Questa è la prima di cinque storie che pubblicheremo nell’arco di pochi giorni, nella speranza che possano suscitare forti emozioni in chi le leggerà.

IL PRIMO TURNO

Il primo turno è stato il più devastante, non te lo dimentichi molto facilmente perché è quello che ti ha lasciato più emozioni.

Parti da casa per andare a lavorare, ma non sai più cosa ti aspetta, non è più il tuo lavoro che conosci, nessuno ti può preparare a una battaglia contro il Covid perchè nessuno lo aveva mai conosciuto il Covid.

Arrivi e vedi i tuoi colleghi ma è solo il corpo dei tuoi colleghi, la faccia, l’espressione, gli occhi ma anche la voce non la riconosci più. Ti viene da chiedere ma cosa ne avete fatto delle persone con cui fino a ieri ho lavorato, scherzato, condiviso anche cose personali, familiari, quelli non sono loro, sono tutti spaventati come del resto lo sono anch’io.

E che dire di quello che ci aspetta nello spogliatorio pulito.

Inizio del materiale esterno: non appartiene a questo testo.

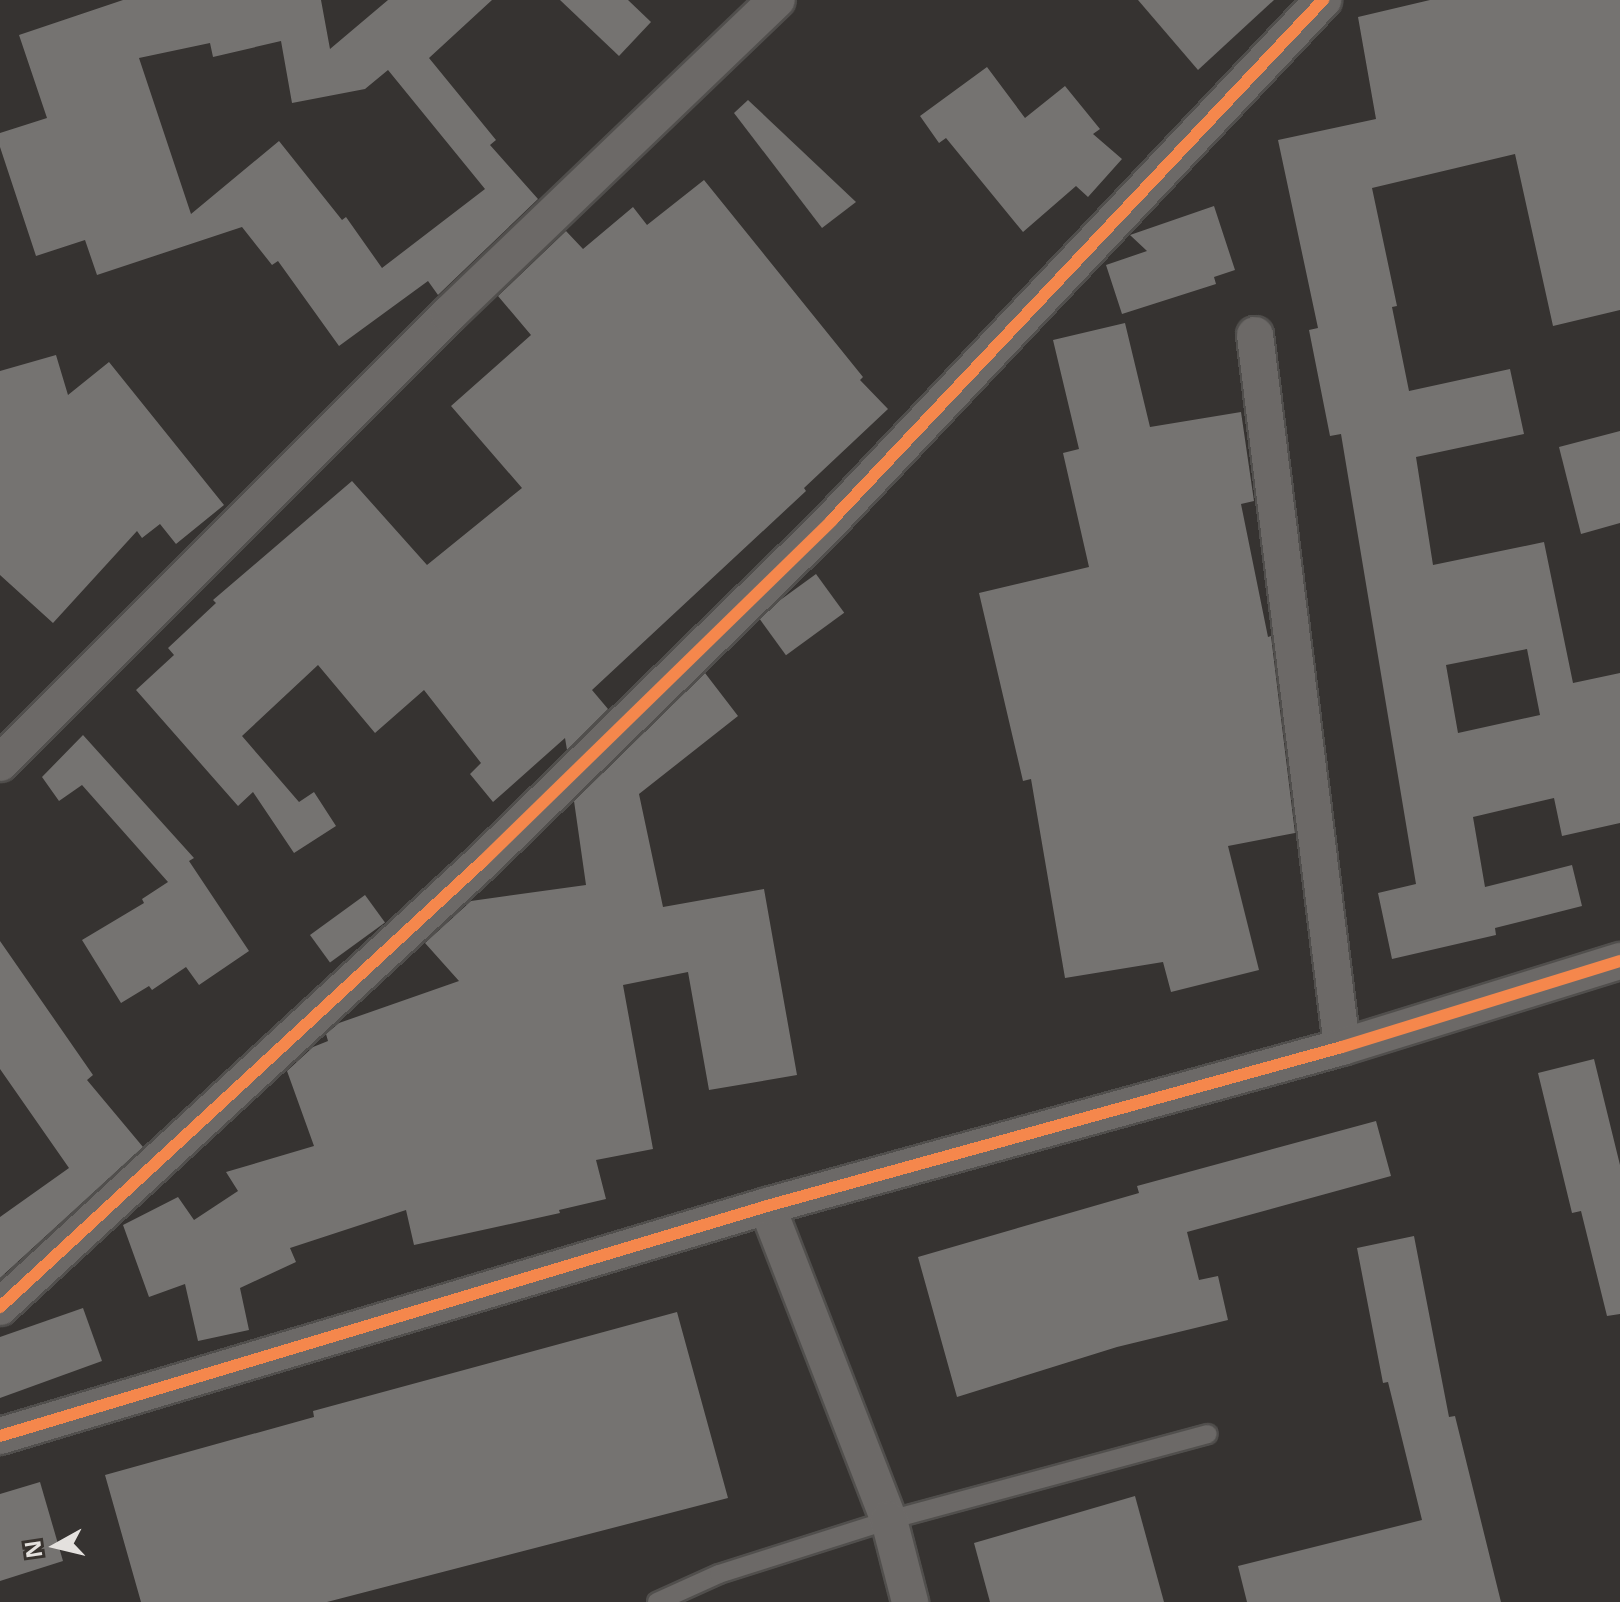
<!DOCTYPE html>
<html>
<head>
<meta charset="utf-8">
<style>
	body { margin:0 }
	#map { position:relative; width:1620px; height:1602px; overflow:hidden; background:#363331; font-family:"Noto Sans",sans-serif }
	div>[style] { position:absolute }
	[style*='--x'] { left:calc(var(--x)*1px); top:calc(var(--y)*1px); width:calc(var(--w)*1px); rotate:calc(var(--a)*1deg) }
	.building>* { inset:0; background:#757371; transform-origin:0 0 }
	.roads { filter:drop-shadow(2px 0 #514f4d) drop-shadow(-2px 0 #514f4d) drop-shadow(0 2px #514f4d) drop-shadow(0 -2px #514f4d) }
	.lane>* { height:18px; margin:-9px; padding:0 9px; transform-origin:9px; border-radius:9px; background:#6c6967 }
	.street>* { height:36px; margin:-18px; padding:0 18px; transform-origin:18px; border-radius:18px; background:#6c6967 }
	.cycleway>* { height:12px; margin:-6px; padding:0 6px; transform-origin:6px; border-radius:6px; background:#f5874c }
	span { translate:-50% -50%; white-space:nowrap; text-align:center; line-height:1.15; -webkit-text-stroke:8px #38332f; paint-order:stroke }
	.north { position:absolute; left:16px; top:1506px; width:80px; height:80px; -webkit-text-stroke:6px #38332f; paint-order:stroke; rotate:262deg; font-size:22px; font-weight:700; line-height:32px; text-align:center; color:#e4e1de }
	.north::after { content:''; display:block; margin:auto; width:28px; height:36px; background:#e4e1de; clip-path:polygon(50% 0,100% 100%,50% 72%,0 100%) }
</style>
</head>
<body>
<div id="map">
	<div class="building">
		<div style="clip-path:polygon(evenodd,123px 0,321px 0,330px 49px,388px 0,492px 0,429px 58px,496px 140px,490px 145px,538px 199px,438px 295px,428px 281px,339px 346px,278px 261px,272px 265px,242px 227px,97px 275px,85px 240px,36px 256px,0 147px,0 133px,47px 118px,19px 35px,123px 0,281px 41px,292px 103px,365px 89px,388px 70px,485px 189px,382px 268px,346px 217px,342px 220px,279px 141px,191px 214px,139px 58px,210px 43px,213px 57px,281px 41px)"></div>
		<div style="clip-path:polygon(560px 0,628px 0,651px 22px,619px 56px)"></div>
		<div style="clip-path:polygon(1138px 0,1274px 0,1198px 70px)"></div>
		<div style="clip-path:polygon(evenodd,1430px 0,1620px 0,1620px 310px,1553px 326px,1515px 154px,1372px 188px,1397px 306px,1392px 307px,1409px 391px,1510px 369px,1524px 434px,1416px 457px,1433px 565px,1544px 542px,1573px 683px,1620px 673px,1620px 823px,1562px 836px,1554px 798px,1473px 817px,1485px 887px,1572px 865px,1582px 906px,1495px 928px,1496px 935px,1392px 959px,1378px 893px,1416px 884px,1341px 434px,1330px 436px,1309px 330px,1318px 328px,1278px 140px,1376px 119px,1358px 17px,1430px 0,1527px 649px,1540px 715px,1458px 733px,1446px 665px,1527px 649px)"></div>
		<div style="clip-path:polygon(987px 67px,1025px 118px,1065px 86px,1100px 129px,1093px 134px,1122px 159px,1088px 197px,1076px 186px,1023px 232px,946px 138px,939px 143px,920px 116px)"></div>
		<div style="clip-path:polygon(748px 100px,856px 202px,822px 228px,734px 113px)"></div>
		<div style="clip-path:polygon(704px 180px,863px 377px,860px 380px,888px 409px,804px 488px,806px 491px,592px 690px,608px 709px,567px 750px,565px 738px,493px 802px,470px 774px,481px 763px,424px 690px,375px 733px,318px 665px,242px 736px,299px 802px,314px 792px,336px 826px,294px 853px,253px 792px,238px 806px,136px 690px,174px 655px,168px 648px,216px 603px,213px 600px,352px 481px,427px 565px,522px 488px,451px 406px,531px 335px,498px 296px,566px 231px,583px 249px,633px 207px,647px 225px)"></div>
		<div style="clip-path:polygon(1214px 206px,1235px 270px,1214px 277px,1216px 284px,1122px 314px,1106px 265px,1147px 251px,1130px 235px)"></div>
		<div style="clip-path:polygon(1125px 323px,1150px 427px,1241px 412px,1254px 501px,1241px 504px,1268px 637px,1271px 636px,1295px 833px,1228px 846px,1259px 970px,1171px 992px,1163px 962px,1065px 978px,1031px 779px,1023px 781px,979px 593px,1089px 567px,1063px 453px,1079px 449px,1053px 340px)"></div>
		<div style="clip-path:polygon(56px 355px,68px 395px,109px 362px,224px 505px,176px 544px,160px 524px,142px 538px,137px 531px,53px 623px,0 575px,0 371px)"></div>
		<div style="clip-path:polygon(1620px 431px,1620px 523px,1581px 534px,1559px 447px)"></div>
		<div style="left:816px;top:574px;width:48px;height:72px;rotate:54deg"></div>
		<div style="clip-path:polygon(705px 673px,738px 716px,639px 794px,663px 907px,764px 889px,797px 1075px,709px 1090px,688px 972px,623px 985px,653px 1149px,596px 1160px,606px 1199px,559px 1210px,560px 1213px,414px 1245px,406px 1210px,290px 1248px,296px 1262px,240px 1288px,249px 1330px,198px 1341px,185px 1284px,149px 1297px,123px 1225px,178px 1197px,194px 1220px,238px 1191px,226px 1172px,314px 1146px,287px 1071px,313px 1047px,328px 1041px,326px 1034px,339px 1023px,459px 981px,425px 943px,471px 901px,586px 885px,574px 801px)"></div>
		<div style="clip-path:polygon(83px 735px,194px 858px,189px 861px,249px 951px,199px 985px,186px 967px,152px 990px,149px 986px,121px 1003px,82px 940px,144px 903px,142px 899px,168px 882px,82px 785px,59px 801px,42px 777px)"></div>
		<div style="left:365px;top:895px;width:34px;height:68px;rotate:54deg"></div>
		<div style="clip-path:polygon(0 941px,93px 1075px,87px 1080px,143px 1147px,0 1278px,0 1217px,69px 1168px,0 1069px)"></div>
		<div style="clip-path:polygon(1594px 1059px,1620px 1165px,1620px 1314px,1607px 1316px,1581px 1211px,1572px 1213px,1538px 1073px)"></div>
		<div style="clip-path:polygon(1376px 1121px,1391px 1176px,1187px 1232px,1199px 1280px,1218px 1276px,1228px 1320px,1117px 1347px,957px 1397px,918px 1257px,1139px 1193px,1137px 1186px)"></div>
		<div style="clip-path:polygon(1414px 1236px,1449px 1417px,1455px 1416px,1501px 1602px,1247px 1602px,1238px 1566px,1422px 1520px,1388px 1382px,1383px 1383px,1357px 1248px)"></div>
		<div style="clip-path:polygon(83px 1308px,102px 1361px,0 1398px,0 1337px)"></div>
		<div style="clip-path:polygon(677px 1312px,728px 1498px,327px 1602px,141px 1602px,105px 1475px,314px 1417px,313px 1411px)"></div>
		<div style="clip-path:polygon(40px 1482px,63px 1561px,0 1581px,0 1494px)"></div>
		<div style="clip-path:polygon(1135px 1496px,1164px 1602px,990px 1602px,974px 1543px)"></div>
	</div>
	<div class="roads">
		<div class="lane">
			<div style="--x:657;--y:1602;--w:68;--a:-24.3"></div>
			<div style="--x:719;--y:1574;--w:178;--a:-17.6"></div>
			<div style="--x:889;--y:1520;--w:330;--a:-15.1"></div>
		</div>
		<div class="street">
			<div style="--x:1255;--y:335;--w:717;--a:83.03"></div>
			<div style="--x:0;--y:763;--w:635;--a:-45"></div>
			<div style="--x:449;--y:314;--w:454;--a:-43.8"></div>
			<div style="--x:767;--y:1206;--w:337;--a:68.8"></div>
			<div style="--x:889;--y:1520;--w:85;--a:75.6"></div>
			<div style="--x:0;--y:1307;--w:657;--a:-42.72"></div>
			<div style="--x:483;--y:861;--w:487;--a:-44.3"></div>
			<div style="--x:831;--y:521;--w:717;--a:-46.64"></div>
			<div style="--x:0;--y:1436;--w:801;--a:-16.69"></div>
			<div style="--x:767;--y:1206;--w:597;--a:-15.46"></div>
			<div style="--x:1342;--y:1047;--w:291;--a:-17.2"></div>
		</div>
	</div>
	<div class="cycleway">
		<div style="--x:0;--y:1307;--w:657;--a:-42.72"></div>
		<div style="--x:483;--y:861;--w:487;--a:-44.3"></div>
		<div style="--x:831;--y:521;--w:717;--a:-46.64"></div>
		<div style="--x:0;--y:1436;--w:801;--a:-16.69"></div>
		<div style="--x:767;--y:1206;--w:597;--a:-15.46"></div>
		<div style="--x:1342;--y:1047;--w:291;--a:-17.2"></div>
	</div>
	<div class="north">N</div>
</div>
</body>
</html>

E si perché adesso non basta scendere negli spogliatoi e cambiarsi d’abito indossare la nostra divisa, no dopo devi passare nel filtro pulito e indossare i dpi, quando ci sono altrimenti i tuoi colleghi non possono smontare dal turno e ti aspettano fino a quando arrivano i dpi e tu ti puoi vestire con il tutone o con il camice chirurgico, i calzari , la cuffia, la mascherina due paia di guanti e via…… si va in scena.

Ma tu non ti saresti mai aspettato il primo giorno di lavoro al covid hospital che in 12 ore  (e si perché l’orario è anche cambiato)  non saresti riuscito a bere un sorso d’acqua, ne a fare la pipi, mai più a pensare minimamente di mangiare qualcosa…. No non lo avresti mai potuto immaginare, perché nessuno a scuola o all’università ti aveva minimamente preparato ad affrontare questa guerra.